J’aurais pu choisir de sombrer dans la déprime comme plusieurs. Après tout, je venais de perdre TOUS mes repères; je n’avais plus aucune racine, mais j’ai choisi consciemment que j’allais faire de cette tragédie une occasion de me réinventer, de me dépasser et de soutenir une communauté qui en avait grandement besoin. Ma décision n’enlève alors rien à ce qui m’habite alors, mais je suis une battante et je ne pouvais abandonner ma région.

Annie Charron à la soirée de clôture URQ en 2013

Notre semaine d’activités se déroule rondement malgré tout. Les gens étaient touchés et d’une grande sympathie envers nous, mais ils étaient encore plus reconnaissants de pouvoir nous soutenir de par leur présence.

Je me rappellerais toujours la soirée de clôture du jeudi, alors que nos 350 participants, ministres et élus du Québec, de France et d’Afrique étaient réunis dans une salle de Lac-Mégantic afin de festoyer et de célébrer la réussite de notre événement. Pendant que les gens échangeaient entre eux dans l’attente du mot de clôture que devait prononcer notre préfet, je me dirige en arrière-scène et vais le voir pour m’assurer qu’il a bien préparé son discours. Il me regarde et me lance : Annie, c’est toi qui a organisé cet événement, qui a su le tenir à bout de bras malgré ce qu’on traverse, c’est toi la mieux placée pour savoir quoi leur dire et comment les remercier de leur présence cette semaine. Je sais que mon teint a dû changer drastiquement de couleur, car je sentais mes joues bouillir. Prononcer un discours de clôture devant non seulement un nombre aussi important de participants, mais d’autant plus, devant des ministres sans même m’être préparée… ma bouche était déjà à coup sûr complètement déshydratée ! Mais vous savez quoi… j’ai décidé consciemment que j’allais le faire. Mon patron venait de me démontrer par son geste toute la confiance, l’estime et le respect qu’il avait envers moi. Je devais saisir cette opportunité de me dépasser une fois de plus. Dire non seulement à ces gens comment leur présence avait été un baume sur notre souffrance, mais dire aussi à ma ville, ma si belle ville comment je l’aimais et que j’allais la soutenir pour qu’elle puisse revivre de nouveau.

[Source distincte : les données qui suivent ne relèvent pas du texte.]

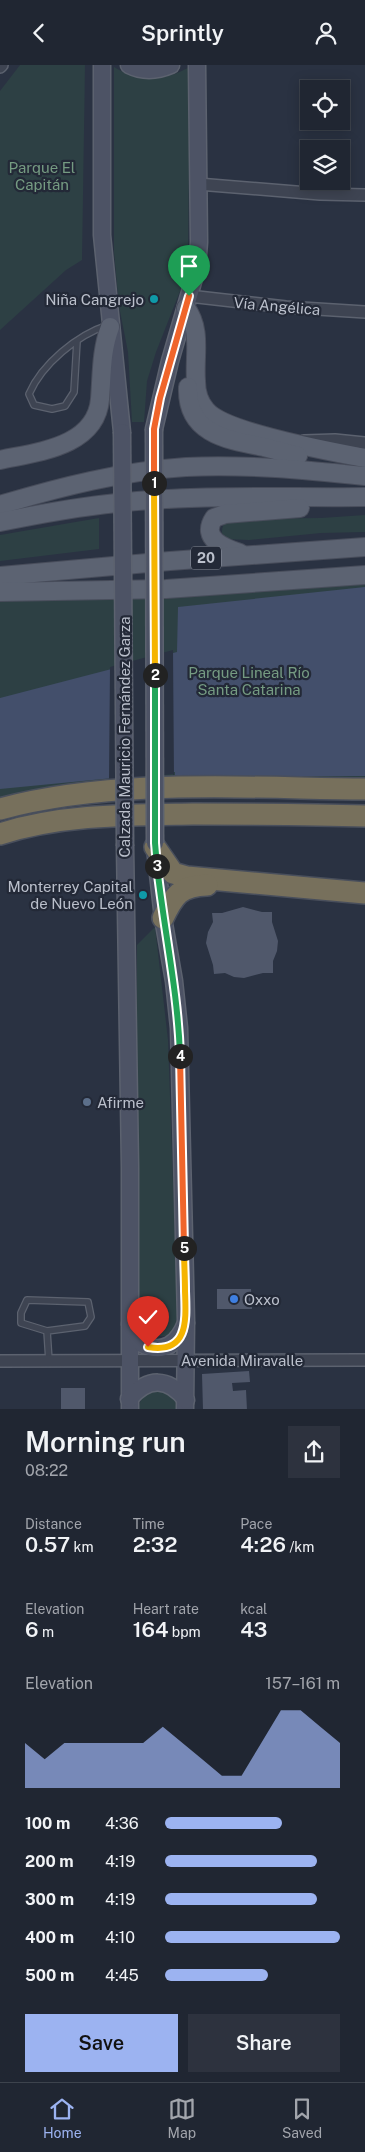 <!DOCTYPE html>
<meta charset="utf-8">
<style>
body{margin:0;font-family:"Public Sans",sans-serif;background:#2d323e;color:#f1f3f6;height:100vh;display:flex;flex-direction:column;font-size:19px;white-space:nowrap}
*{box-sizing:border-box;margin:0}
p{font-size:16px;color:#a2a5ac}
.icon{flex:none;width:28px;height:28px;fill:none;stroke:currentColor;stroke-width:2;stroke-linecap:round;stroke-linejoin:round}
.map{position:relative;height:1344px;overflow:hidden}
.panel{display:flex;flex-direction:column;background:#202632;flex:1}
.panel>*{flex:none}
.fabs{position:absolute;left:300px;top:15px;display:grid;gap:10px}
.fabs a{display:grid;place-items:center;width:50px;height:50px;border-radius:0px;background:#202632;box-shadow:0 2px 12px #0003,0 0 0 1px #3d434d;font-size:25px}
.pin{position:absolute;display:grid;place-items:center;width:42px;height:42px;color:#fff;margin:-51px -21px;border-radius:50% 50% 50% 0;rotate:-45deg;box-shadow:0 0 5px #0007}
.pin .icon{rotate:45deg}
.km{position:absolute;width:25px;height:25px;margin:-12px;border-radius:50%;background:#222;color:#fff;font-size:14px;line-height:25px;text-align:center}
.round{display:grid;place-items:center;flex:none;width:52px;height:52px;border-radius:0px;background:#2d323e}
.summary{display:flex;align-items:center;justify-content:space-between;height:85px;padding:0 25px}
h1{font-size:28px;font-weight:600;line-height:38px}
.metrics{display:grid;grid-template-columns:repeat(3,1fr);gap:8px;height:85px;padding:5px 25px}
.metrics div{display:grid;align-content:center}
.metrics b{font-size:21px;font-weight:600}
.metrics small{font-size:14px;font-weight:400}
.metrics p{font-size:14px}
.chart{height:140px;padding:10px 25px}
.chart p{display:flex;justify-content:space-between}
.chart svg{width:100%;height:90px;margin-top:5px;fill:#9cb3f1;opacity:.7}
.action{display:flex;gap:10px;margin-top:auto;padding:10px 25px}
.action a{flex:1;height:58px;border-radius:0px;background:#9cb3f1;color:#111;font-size:20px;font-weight:600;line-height:58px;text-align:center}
.action a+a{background:#2d323e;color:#f1f3f6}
ul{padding:0 25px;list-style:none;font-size:16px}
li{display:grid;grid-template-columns:80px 60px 1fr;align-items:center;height:38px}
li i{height:12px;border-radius:6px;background:#9cb3f1}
header{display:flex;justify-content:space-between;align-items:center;height:65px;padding:0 25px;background:#202632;font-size:22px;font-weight:600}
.dock{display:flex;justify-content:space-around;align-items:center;height:70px;border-top:1px solid #3d434d;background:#202632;font-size:14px;color:#a2a5ac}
.dock a{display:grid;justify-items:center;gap:2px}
.dock .active{color:#9cb3f1}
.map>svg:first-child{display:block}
</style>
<header><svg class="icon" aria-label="back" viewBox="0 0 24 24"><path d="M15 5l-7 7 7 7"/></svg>Sprintly<svg class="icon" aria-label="person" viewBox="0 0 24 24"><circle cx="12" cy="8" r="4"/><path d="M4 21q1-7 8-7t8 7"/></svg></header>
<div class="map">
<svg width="365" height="1345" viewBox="0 0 365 1345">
<rect width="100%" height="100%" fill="#2a3242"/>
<g fill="#2d4044">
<polygon points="20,0 85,0 82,195 66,205 0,265 0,26"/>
<path d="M 114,2 C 141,19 163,16 190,2 L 188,192 L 182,221 L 156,287 L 147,316 L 144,357 L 132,357 L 128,287 L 119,241 L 114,187 Z"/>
<path d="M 365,450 L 365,467 L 321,468 L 249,475 L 224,474 C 220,466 222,460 228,454 L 321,453 Z"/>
<polygon points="99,453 99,484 0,496 0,470"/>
<polygon points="365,505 365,717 0,736 0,529"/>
<polygon points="155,862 168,975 178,1260 169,1271 151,1271 137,1256 137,880"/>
<path d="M 152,1322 L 176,1331 L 177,1344 L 139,1344 C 139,1334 145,1328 152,1322 Z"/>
</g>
<polygon fill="#434f6b" points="365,522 365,711 175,712 175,707 0,724 0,633 177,587 178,542"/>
<polygon fill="#2a3242" points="173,585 174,715 173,709 109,716 110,602"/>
<g fill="#50586b">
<polygon points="243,842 262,847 272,847 272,857 278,876 277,886 273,896 273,908 263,908 244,913 234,912 225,908 214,909 213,900 206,878 208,867 213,857 212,848 222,848"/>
<polygon points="217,1224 251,1224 252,1244 217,1244"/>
<polygon points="249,1306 250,1317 232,1318 233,1326 246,1325 247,1345 203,1345 202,1309"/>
<rect x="61" y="1323" width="24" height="22"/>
</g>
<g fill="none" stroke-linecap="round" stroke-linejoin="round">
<defs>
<g id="lane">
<path d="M 77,276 L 74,327 L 65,341 L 52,344 L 34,340 L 29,329 C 42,299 77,270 108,260"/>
<polyline points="47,1266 21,1258 21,1248 27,1235 88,1237 91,1252 85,1261 47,1266 49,1296"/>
</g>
<g id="street">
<polyline points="0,2 2,0"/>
<polyline points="198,119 320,129 365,130"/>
<polyline points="189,231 286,242 365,247"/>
<polyline points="304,376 335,375 365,378"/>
<polyline points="0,1296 365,1295"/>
</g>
<g id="secondary">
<polyline points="102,0 102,170 122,367"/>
<path d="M 129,0 C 143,7 157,6 171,0"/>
<polyline points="154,364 170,296 197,203 199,177 197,0"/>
<polyline points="125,781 130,1102 130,1345"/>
<polyline points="155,783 163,853 174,916 179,963 186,1256 185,1345"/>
<path d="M 130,1259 L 142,1279 C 164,1290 178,1278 186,1258"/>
<path d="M 129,1334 C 148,1312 168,1312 186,1335"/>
</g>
<g id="primary">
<path d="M 186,243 C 202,265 194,290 196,316 C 196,326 199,337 206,345 C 224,367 333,387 365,393"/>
<path d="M 188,322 C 186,369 228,375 264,382 C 275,385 287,388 298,391"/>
<path d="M 0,395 C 37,387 96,382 100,334 C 102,309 101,286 110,262"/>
<path d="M 0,440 C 60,422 123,406 186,402 C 246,399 306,405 365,411"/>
<path d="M 0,457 C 39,449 77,442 117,438 C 199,429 283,433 365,432"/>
<path d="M 240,488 C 225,483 200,474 214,453 L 225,449 L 300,443"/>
<polyline points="0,511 170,496 365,482"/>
<polyline points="0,527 166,524 365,510"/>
</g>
<g id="highway">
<path d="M 0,744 C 117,713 245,723 365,724"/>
<path d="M 0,769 C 62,749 129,750 193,749 C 250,749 308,749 365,751"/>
<polyline points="155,782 173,808 187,812 365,828"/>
<path d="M 163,853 C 174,830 180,821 207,820"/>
</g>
</defs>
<use href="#lane" stroke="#5c626f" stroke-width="8"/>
<use href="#street" stroke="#5c626f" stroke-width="14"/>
<use href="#secondary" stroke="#5c626f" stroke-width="19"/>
<use href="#primary" stroke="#484d5b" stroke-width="20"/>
<use href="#highway" stroke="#494f5c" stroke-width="24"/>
<use href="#lane" stroke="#3e4452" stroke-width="5.5"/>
<use href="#street" stroke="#3e4452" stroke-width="11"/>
<use href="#secondary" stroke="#4d5365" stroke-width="16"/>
<use href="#primary" stroke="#5c6372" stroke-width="18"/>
<use href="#highway" stroke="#77705c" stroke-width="21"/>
<defs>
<g id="secondary-bridge">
<polyline points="154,364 155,778"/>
<polyline points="122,367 125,781"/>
</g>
</defs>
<use href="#secondary-bridge" stroke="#5c626f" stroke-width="19" stroke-linecap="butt"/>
<use href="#secondary-bridge" stroke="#4d5365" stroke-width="16"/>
</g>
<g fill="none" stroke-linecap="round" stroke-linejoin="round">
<defs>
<polyline id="split-1" points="154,418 154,364 160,333 189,231"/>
<polyline id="split-2" points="154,418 155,610"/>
<polyline id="split-3" points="155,610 155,778 157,801"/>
<path id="split-4" d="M 157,801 C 164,865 178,927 180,991"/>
<polyline id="split-5" points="180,991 184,1183"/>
<path id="split-6" d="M 148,1282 C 189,1289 186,1255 185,1226 C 185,1212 184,1197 184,1183"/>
</defs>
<use href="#split-1" stroke="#fff" stroke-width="10"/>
<use href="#split-2" stroke="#fff" stroke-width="10"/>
<use href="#split-3" stroke="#fff" stroke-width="10"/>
<use href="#split-4" stroke="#fff" stroke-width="10"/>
<use href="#split-5" stroke="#fff" stroke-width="10"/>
<use href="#split-6" stroke="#fff" stroke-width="10"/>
<use href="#split-1" stroke="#f0652b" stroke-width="6"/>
<use href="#split-2" stroke="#f5b400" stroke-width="6"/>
<use href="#split-3" stroke="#22a559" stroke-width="6"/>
<use href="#split-4" stroke="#22a559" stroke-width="6"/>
<use href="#split-5" stroke="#f0652b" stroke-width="6"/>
<use href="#split-6" stroke="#f5b400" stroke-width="6"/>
</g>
<g fill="#0f9aa8" stroke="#232937" stroke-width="2">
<circle cx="154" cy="234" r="5"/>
<circle cx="143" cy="830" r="5"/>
</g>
<circle fill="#5c6f8a" stroke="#232937" stroke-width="2" cx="87" cy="1037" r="5"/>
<circle fill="#3f7fe0" stroke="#232937" stroke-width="2" cx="234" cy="1234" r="5"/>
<g text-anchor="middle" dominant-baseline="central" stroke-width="4.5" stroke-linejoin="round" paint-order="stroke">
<rect fill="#232937" stroke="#8d939f" stroke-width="1" x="191" y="481.5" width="30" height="23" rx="4"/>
<g font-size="14" font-weight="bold" fill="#bbc0cc">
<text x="206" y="493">20</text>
</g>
<g font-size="15" fill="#759b82" stroke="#232937">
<text x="42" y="102">Parque El<tspan x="42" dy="17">Capitán</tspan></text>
<text x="249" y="607">Parque Lineal Río<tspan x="249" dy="17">Santa Catarina</tspan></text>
</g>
<g font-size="15" fill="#bbc0cc" stroke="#232937" text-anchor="end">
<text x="144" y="234">Niña Cangrejo</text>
<text x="133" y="821">Monterrey Capital<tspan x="133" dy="17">de Nuevo León</tspan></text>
<text x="97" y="1037" text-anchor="start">Afirme</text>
<text x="244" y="1234" text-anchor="start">Oxxo</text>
</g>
<g font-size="15" fill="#bbc0cc" stroke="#232937">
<text transform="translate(277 241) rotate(5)">Vía Angélica</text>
<text transform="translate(124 672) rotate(-90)">Calzada Mauricio Fernández Garza</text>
<text x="242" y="1295">Avenida Miravalle</text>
</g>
</g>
</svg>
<div class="fabs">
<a><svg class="icon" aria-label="locate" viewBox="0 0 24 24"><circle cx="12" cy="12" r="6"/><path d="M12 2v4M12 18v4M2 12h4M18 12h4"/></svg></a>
<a><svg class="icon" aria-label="layers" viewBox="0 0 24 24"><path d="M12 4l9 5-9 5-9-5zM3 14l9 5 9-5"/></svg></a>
</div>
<div class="pin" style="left:189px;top:231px;background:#1e9e55"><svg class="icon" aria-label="arrive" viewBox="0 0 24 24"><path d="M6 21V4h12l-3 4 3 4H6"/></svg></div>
<div class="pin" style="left:148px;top:1282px;background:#d93025"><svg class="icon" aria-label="check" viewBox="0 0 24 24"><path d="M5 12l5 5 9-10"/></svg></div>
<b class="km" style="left:154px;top:418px">1</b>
<b class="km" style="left:155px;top:610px">2</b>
<b class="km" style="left:157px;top:801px">3</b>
<b class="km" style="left:180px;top:991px">4</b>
<b class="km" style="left:184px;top:1183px">5</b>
</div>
<section class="panel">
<div class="summary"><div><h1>Morning run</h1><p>08:22</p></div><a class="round"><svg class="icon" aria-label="share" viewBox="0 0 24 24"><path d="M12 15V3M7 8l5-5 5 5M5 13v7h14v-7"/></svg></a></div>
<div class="metrics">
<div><p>Distance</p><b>0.57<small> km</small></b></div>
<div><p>Time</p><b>2:32</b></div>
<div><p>Pace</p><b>4:26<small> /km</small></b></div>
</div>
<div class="metrics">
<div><p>Elevation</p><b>6<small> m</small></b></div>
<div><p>Heart rate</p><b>164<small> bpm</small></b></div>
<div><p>kcal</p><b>43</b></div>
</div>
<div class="chart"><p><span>Elevation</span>157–161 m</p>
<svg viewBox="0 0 160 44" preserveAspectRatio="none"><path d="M0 44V22L10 30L20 22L30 22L40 22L50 22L60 22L70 14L80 22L90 30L100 38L110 38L120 22L130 6L140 6L150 14L160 22V44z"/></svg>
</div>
<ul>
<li><b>100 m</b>4:36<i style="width:67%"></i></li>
<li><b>200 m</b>4:19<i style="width:87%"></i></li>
<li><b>300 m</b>4:19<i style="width:87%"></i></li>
<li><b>400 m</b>4:10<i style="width:100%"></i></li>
<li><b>500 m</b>4:45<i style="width:59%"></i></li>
</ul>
<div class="action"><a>Save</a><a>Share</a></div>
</section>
<nav class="dock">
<a class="active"><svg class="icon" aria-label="home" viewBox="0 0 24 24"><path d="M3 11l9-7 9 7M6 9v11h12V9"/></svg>Home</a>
<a><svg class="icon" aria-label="map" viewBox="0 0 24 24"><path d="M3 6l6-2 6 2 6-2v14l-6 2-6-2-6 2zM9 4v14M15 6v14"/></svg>Map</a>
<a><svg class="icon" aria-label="saved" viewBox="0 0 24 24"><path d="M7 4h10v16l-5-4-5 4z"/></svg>Saved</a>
</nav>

L’émotion que ma voix a su transmettre ce soir-là a dû être à la hauteur de ce que je vivais intérieurement, à ce instant précis, car encore aujourd’hui, il m’arrive de me faire parler des paroles que j’ai prononcées, mais surtout, de la résilience dont j’ai fait preuve en m’oubliant un peu afin de permettre à des gens de venir vivre une semaine mémorable chez nous et de contribuer à la renaissance de notre ville.
J’ai compris depuis toute la force qui m’habite, la foi que j’ai en l’avenir, ma capacité de faire de mes épreuves des occasions de me réinventer. Et depuis le jour de mon fameux discours, grâce à cet homme qui a vu en moi ce que moi, je ne voyais pas à ce moment-là, j’ai choisi consciemment de partager mon savoir et d’encourager les gens à affronter leurs épreuves d’une façon différente pour qu’ils puissent eux aussi faire un changement important dans leur vie et qu’ils y voient une occasion de se réinventer, non pas de s’arrêter là, là où le train a lui, décider que ça s’arrêtait ! Vous… vous êtes-vous arrêtez sans même en prendre conscience ?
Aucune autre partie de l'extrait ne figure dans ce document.